FRANKFURT. (hpd) „Religionsunterricht an hessischen Schulen – Bekenntnis- oder Erkenntnisunterricht?“ So lautete der Titel einer Podiumsdiskussion der Säkularen Humanisten – Regionalgruppe Rhein-Main des Förderkreises der Giordano Bruno Stiftung (in Zusammenarbeit mit DiKOM e.V.) – anlässlich der Frankfurter Interkulturellen Wochen.
Bericht und Kommentar von Alexander Tschierse
Als diesjährigen Beitrag zu den Interkulturellen Wochen Frankfurt am Main luden die Säkularen Humanisten Rhein-Main am 05.11.2010 Vertreter aus der hessischen Landespolitik sowie humanistisch geprägter Organisation zu einer Podiumsdiskussion ein.

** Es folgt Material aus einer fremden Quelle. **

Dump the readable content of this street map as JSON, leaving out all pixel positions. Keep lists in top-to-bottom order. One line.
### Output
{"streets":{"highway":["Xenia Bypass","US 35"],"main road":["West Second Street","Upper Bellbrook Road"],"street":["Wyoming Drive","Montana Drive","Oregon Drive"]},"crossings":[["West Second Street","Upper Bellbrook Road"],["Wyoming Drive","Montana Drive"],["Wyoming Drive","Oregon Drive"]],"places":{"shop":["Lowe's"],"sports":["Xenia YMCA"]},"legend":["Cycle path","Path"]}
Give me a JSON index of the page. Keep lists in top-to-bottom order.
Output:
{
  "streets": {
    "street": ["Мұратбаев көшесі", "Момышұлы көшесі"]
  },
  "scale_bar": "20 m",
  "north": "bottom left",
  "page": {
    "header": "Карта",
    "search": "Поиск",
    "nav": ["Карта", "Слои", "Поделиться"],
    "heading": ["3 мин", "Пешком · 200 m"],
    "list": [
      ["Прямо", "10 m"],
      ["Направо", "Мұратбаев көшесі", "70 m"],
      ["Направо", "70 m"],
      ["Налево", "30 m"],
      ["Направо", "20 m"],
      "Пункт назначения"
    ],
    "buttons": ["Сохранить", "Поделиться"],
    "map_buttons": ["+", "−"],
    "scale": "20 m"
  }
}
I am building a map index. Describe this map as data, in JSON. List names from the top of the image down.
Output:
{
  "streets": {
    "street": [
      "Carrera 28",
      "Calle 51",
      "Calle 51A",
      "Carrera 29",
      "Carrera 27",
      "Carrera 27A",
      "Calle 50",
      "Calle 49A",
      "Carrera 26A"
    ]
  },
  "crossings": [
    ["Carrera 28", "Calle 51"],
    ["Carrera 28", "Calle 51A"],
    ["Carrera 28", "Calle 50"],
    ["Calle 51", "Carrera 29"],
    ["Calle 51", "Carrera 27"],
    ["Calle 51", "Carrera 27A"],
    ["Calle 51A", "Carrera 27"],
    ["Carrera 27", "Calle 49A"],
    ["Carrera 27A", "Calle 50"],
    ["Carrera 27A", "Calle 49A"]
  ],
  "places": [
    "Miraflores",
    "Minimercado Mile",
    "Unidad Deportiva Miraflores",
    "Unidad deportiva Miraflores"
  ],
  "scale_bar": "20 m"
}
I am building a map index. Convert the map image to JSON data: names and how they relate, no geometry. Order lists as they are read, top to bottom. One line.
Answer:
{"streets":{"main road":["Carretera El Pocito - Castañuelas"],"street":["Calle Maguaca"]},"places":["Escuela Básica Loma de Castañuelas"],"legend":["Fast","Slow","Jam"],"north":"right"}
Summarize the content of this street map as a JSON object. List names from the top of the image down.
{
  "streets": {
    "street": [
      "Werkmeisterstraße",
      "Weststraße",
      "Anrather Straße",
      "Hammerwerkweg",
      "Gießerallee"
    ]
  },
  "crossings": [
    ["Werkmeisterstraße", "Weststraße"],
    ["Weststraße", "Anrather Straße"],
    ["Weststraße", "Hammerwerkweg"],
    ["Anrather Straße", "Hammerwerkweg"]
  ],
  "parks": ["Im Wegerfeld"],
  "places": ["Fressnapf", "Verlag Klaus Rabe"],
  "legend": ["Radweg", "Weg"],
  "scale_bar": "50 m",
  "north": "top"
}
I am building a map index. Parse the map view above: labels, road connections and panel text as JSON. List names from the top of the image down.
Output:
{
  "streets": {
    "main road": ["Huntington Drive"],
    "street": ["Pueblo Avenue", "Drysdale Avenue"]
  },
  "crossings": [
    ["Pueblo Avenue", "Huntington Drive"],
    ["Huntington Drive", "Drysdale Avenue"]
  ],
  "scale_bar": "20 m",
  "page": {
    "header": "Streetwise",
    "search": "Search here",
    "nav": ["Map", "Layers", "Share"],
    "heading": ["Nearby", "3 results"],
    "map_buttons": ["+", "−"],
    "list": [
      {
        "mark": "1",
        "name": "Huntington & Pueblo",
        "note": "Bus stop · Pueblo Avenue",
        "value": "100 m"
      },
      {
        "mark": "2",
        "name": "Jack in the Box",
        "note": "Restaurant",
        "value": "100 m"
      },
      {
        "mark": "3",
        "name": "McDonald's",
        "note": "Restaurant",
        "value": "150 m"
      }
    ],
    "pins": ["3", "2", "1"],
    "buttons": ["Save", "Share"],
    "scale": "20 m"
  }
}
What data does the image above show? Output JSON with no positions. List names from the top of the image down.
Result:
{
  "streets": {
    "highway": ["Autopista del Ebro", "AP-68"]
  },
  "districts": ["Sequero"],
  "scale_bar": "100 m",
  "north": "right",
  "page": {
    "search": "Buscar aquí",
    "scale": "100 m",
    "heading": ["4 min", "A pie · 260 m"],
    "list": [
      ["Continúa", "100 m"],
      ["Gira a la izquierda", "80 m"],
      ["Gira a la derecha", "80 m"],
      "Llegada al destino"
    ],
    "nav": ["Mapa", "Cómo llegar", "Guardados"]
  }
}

Unter dem Titel „Religionsunterricht an hessischen Schulen – Bekenntnis- oder Erkenntnisunterricht?“ konnten Frau Sarah Sorge MdL (Bündnis90/Grüne), Frau Bettina Wiesmann MdL (CDU), Herr Johann-Albrecht Haupt (Humanistische Union) sowie Herr Jochen Beck (Säkulare Humanisten Rhein-Main) unter der Moderation von Herrn Peter Menne als Diskutanten gewonnen werden.
Nach der Begrüßung und Vorstellung trugen die Teilnehmer den gut 50 interessierten Besuchern des Abends kurz ihre Einschätzung zum Veranstaltungstitel vor, anhand derer sich der weitere Verlauf des Abends bereits abzeichnen sollte.
Zu Beginn skizzierte Jochen Beck den Standpunkt der Säkularen Humanisten, wonach der herkömmliche bekenntnisgebundene Religionsunterricht durch ein integratives allgemeines Pflichtfach „Philosophie und Religionskunde“ ersetzt werden sollte. Diesem Fach würden zwei Funktionen zukommen. Zum Einen sollten hier den Schülern die Werte nahegebracht werden, die für das Grundgesetz grundsätzlich verbindlich sind. Denn die weltanschauliche Neutralität des Staates gilt nur in einem weiteren Sinne. Im engeren Sinne enthält die Verfassung sehr wohl ein weltanschauliches Kernbekenntnis: Die Idee der unantastbaren Menschenwürde, der unveräußerlichen Menschenrechte und das Demokratiegebot. Diese Wertkonstruktionen sind Produkte säkularer Philosophie, die gegen die Religion durchgesetzt werden mussten und sollten dann auch in einem Philosophieunterricht vorgestellt werden. Darüber hinaus sollte dieses Fach die weltanschauliche Bildung vermitteln, die den Schülern ein selbstständiges Urteil über Religionen und philosophische Weltanschauungen ermöglicht.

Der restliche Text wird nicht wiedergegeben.